9.3.1: Propagation in Linear Media and Non-conductors #

Maxwell’s equations in linear media are

\[\begin{aligned} (\text{i}) & \quad \div \vec{D} = \rho_f \quad \text{(Gauss's law)} \\ (\text{ii}) & \quad \div \vec{B} = 0 \quad \text{(Ng's Law)} \\ (\text{iii}) & \quad \curl \vec{E} = - \pdv{\vec{B}}{t} \quad \text{(Faraday's Law}) \\ (\text{iv}) & \quad \curl \vec{H} = \vec{J}_f + \pdv{\vec{D}}{t} \quad \text{(Ampere's Law)} \end{aligned}\]

In linear media, our constitutive relations are

\[\vec D = \epsilon_0 \vec E + \vec P = \epsilon \vec E\]

and

\[\vec H = \frac{\vec B}{\mu_0} - \vec M = \frac{\vec B}{\mu}\]

In charge-free region, the Maxwell equations in linear media look a lot like those in vacuum

\[\rho_f = 0 \qquad \vec J_f = 0\] \[\rightarrow \begin{aligned} (\text{i}) & \quad \div \vec E = 0 \\ (\text{ii}) & \div \vec B = 0 \\ (\text{iii}) & \curl \vec E = - \pdv{\vec B}{t} \\ (\text{iv}) & \curl \vec B = \mu \epsilon \pdv{\vec E}{t} \end{aligned}\]

So that’s nearly identical, except where we had \( \epsilon_0 \) now we have \( \epsilon \), and where we had \( \mu_0 \) now we have \( \mu \), so we can make these same substitutions in the solutions. The resulting wave equations in linear matter are

\[\nabla ^2 \vec E = \frac{1}{v^2} \frac{\partial ^2 \vec E}{\partial t^2} \qquad \nabla ^2 \vec B = \frac{1}{v^2} \frac{\partial ^2 \vec B}{\partial t^2} \]

where now the speed is

\[v = \frac{1}{\sqrt{\mu \epsilon}} = \text{speed of EM wave in linear medium} = \frac{c}{n}\]

where

\[n \equiv \sqrt{\frac{\mu}{\mu_0} \frac{\epsilon}{\epsilon_0}} = \text{ index of refraction }\]

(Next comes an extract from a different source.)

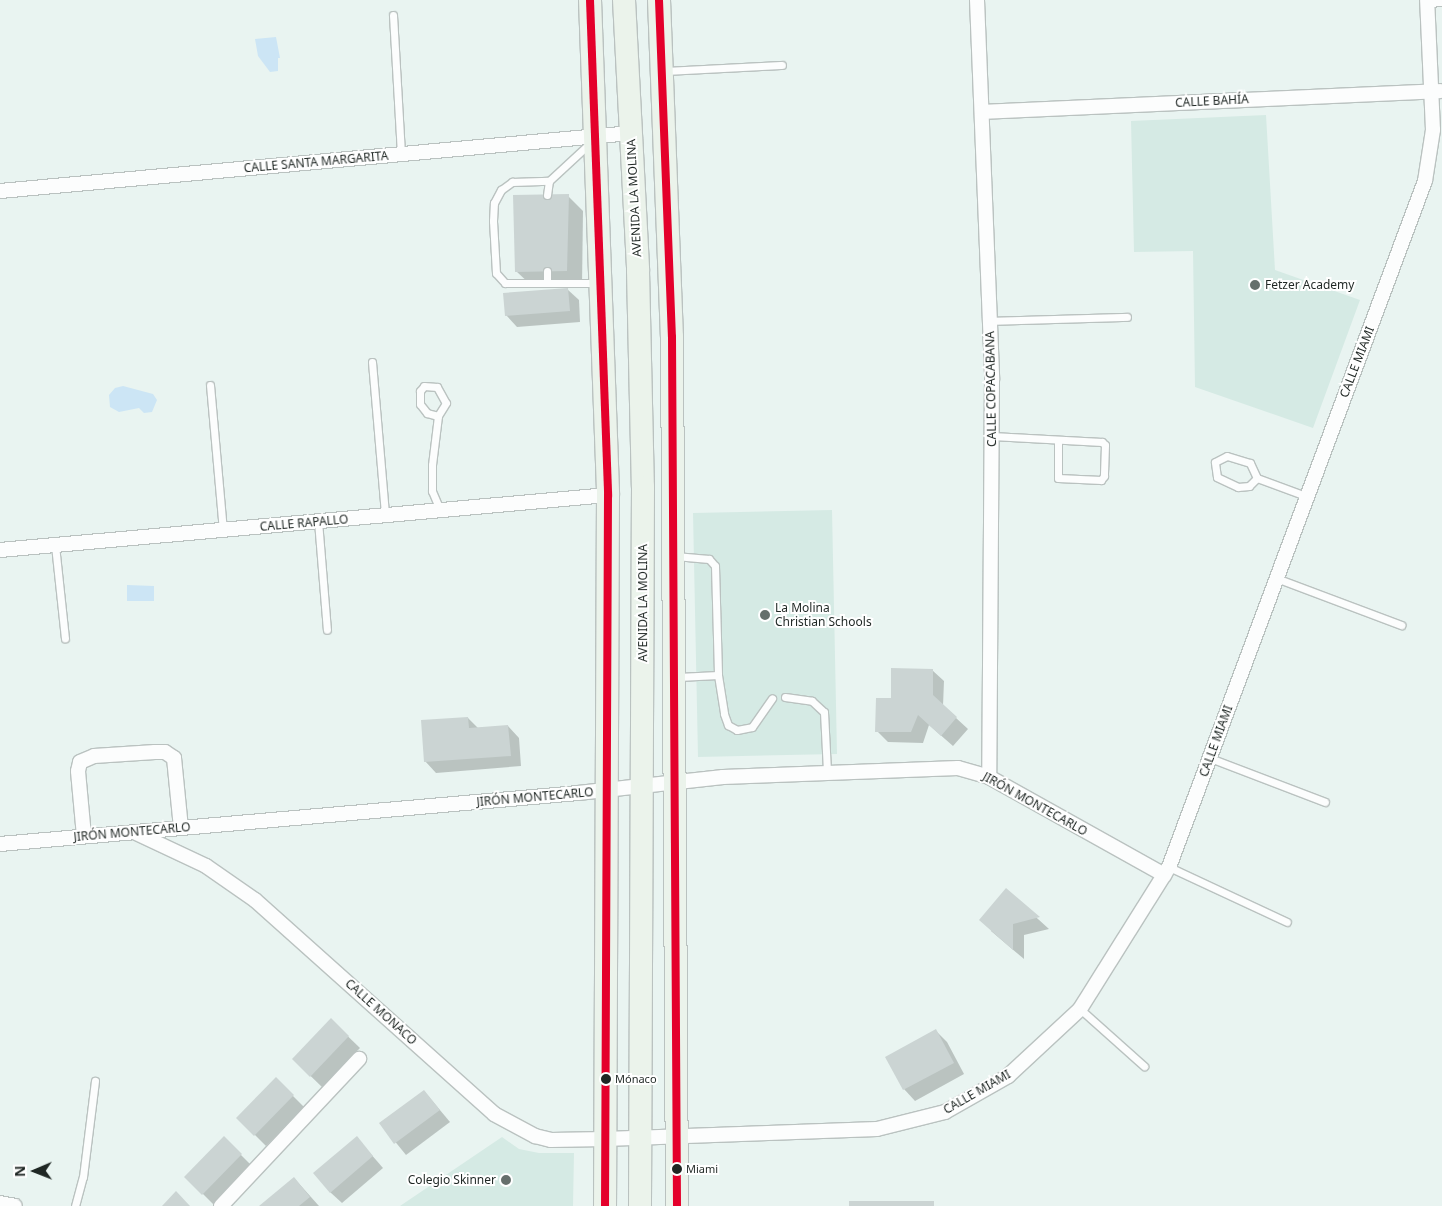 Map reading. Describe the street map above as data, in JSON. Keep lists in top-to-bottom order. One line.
{"streets":{"main road":["AVENIDA LA MOLINA"],"street":["CALLE BAHÍA","CALLE SANTA MARGARITA","CALLE MIAMI","CALLE COPACABANA","CALLE RAPALLO","JIRÓN MONTECARLO","CALLE MONACO"]},"crossings":[["CALLE BAHÍA","CALLE MIAMI"],["CALLE BAHÍA","CALLE COPACABANA"],["CALLE SANTA MARGARITA","AVENIDA LA MOLINA"],["AVENIDA LA MOLINA","CALLE MIAMI"],["AVENIDA LA MOLINA","JIRÓN MONTECARLO"],["AVENIDA LA MOLINA","CALLE MONACO"],["CALLE MIAMI","JIRÓN MONTECARLO"],["CALLE MIAMI","CALLE MONACO"],["CALLE COPACABANA","JIRÓN MONTECARLO"],["JIRÓN MONTECARLO","CALLE MONACO"]],"places":["Fetzer Academy","La Molina Christian Schools","Mónaco","Miami","Colegio Skinner"],"north":"left"}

9.3.2: Reflection and Transmission at Normal Incidence #

On of the most simple interesting situations that can arise when the index of refraction changes is when light crosses a sudden interface, i.e., what happens when light passes from one transparent medium into another? As in the case of waves on a string, we expect to get a reflected wave and a transmitted wave. Suppose we have waves incident on the boundary (in the x-y plane) between two media, call the media “1” and “2” with indices of refraction \( n_1 \) and \( n_2 \). The z-axis is normal to the boundary.

Figure 9.14

Let’s write our incident wave \( \vec{E_I} \) in so-called “phasor notation” (just complex exponential notation)

\[\vec{E_I} (\vec r, t) = \vec{E_{0, I}} e^{i(\vec{k_I} \cdot \vec r - \omega t)}\]

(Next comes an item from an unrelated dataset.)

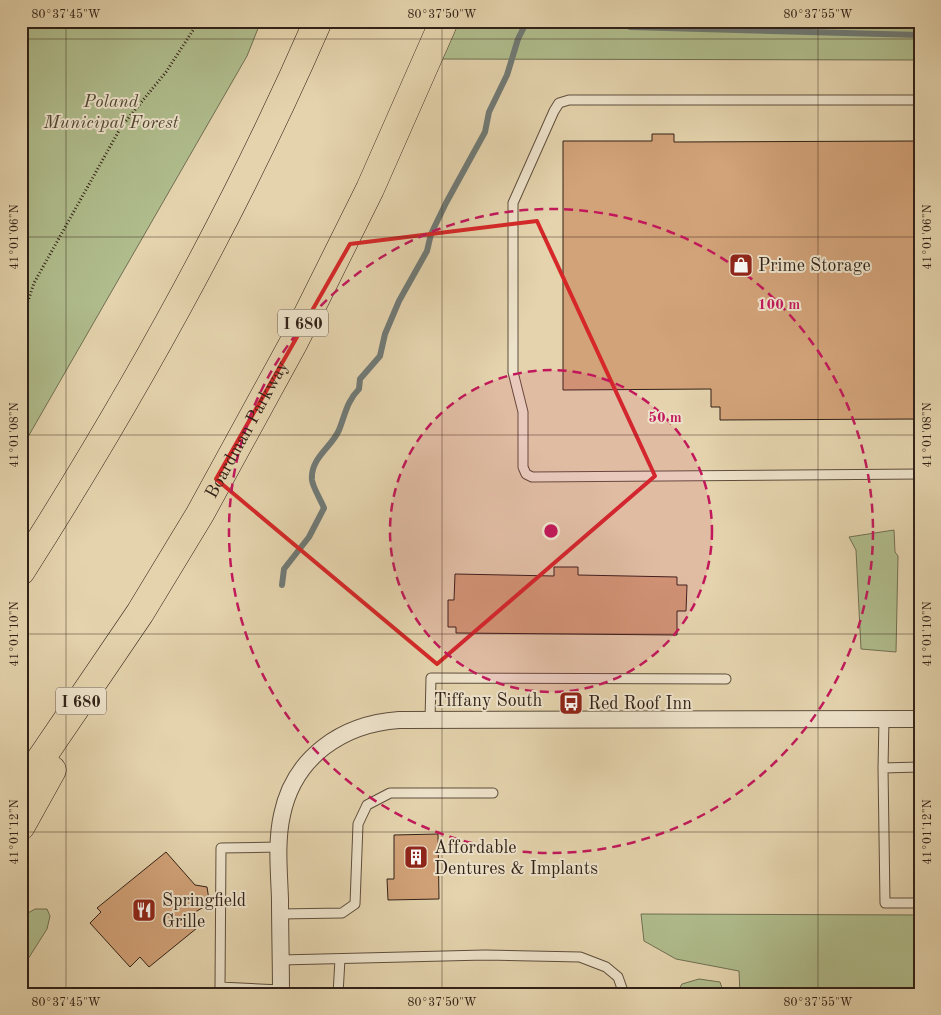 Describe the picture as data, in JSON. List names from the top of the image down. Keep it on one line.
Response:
{"streets":{"highway":["I 680","Boardman Parkway"],"street":["Tiffany South"]},"parks":["Poland Municipal Forest"],"places":{"shop":["Prime Storage"],"bus stop":["Red Roof Inn"],"building":["Affordable Dentures & Implants"],"restaurant":["Springfield Grille"]},"coordinates":["80°37'45\"W","80°37'50\"W","80°37'55\"W","41°01'06\"N","41°01'08\"N","41°01'10\"N","41°01'12\"N"],"rings":["100 m","50 m"]}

where the actual wave itself is the real part of the complex exponential. We define the magnetic field in the same way

\[\vec{B_I} (\vec r, t) = \vec{B_{0, I}} e^{i(\vec{k_I} \cdot \vec r - \omega t)} = \frac{1}{v_1} ( \vec{k_I} \cross \vec{E_I})\]

We write down similar expressions

\[\vec{E_{R}}, \quad \vec{B_{R}}\]

for the reflected wave, and

\[\vec{E_{T}}, \quad \vec{B_{T}}\]

for the transmitted wave. At the \( z = 0 \) plane

\[\vec{E_{0,I}} e^{i(\vec{k_I} \cdot \vec r - \omega t)} + \vec{E_{0,R}} e^{i(\vec{k_T} \cdot \vec r - \omega t)} = \vec{E_{0,T}} e^{i(\vec{k_T} \cdot \vec r - \omega t)}\]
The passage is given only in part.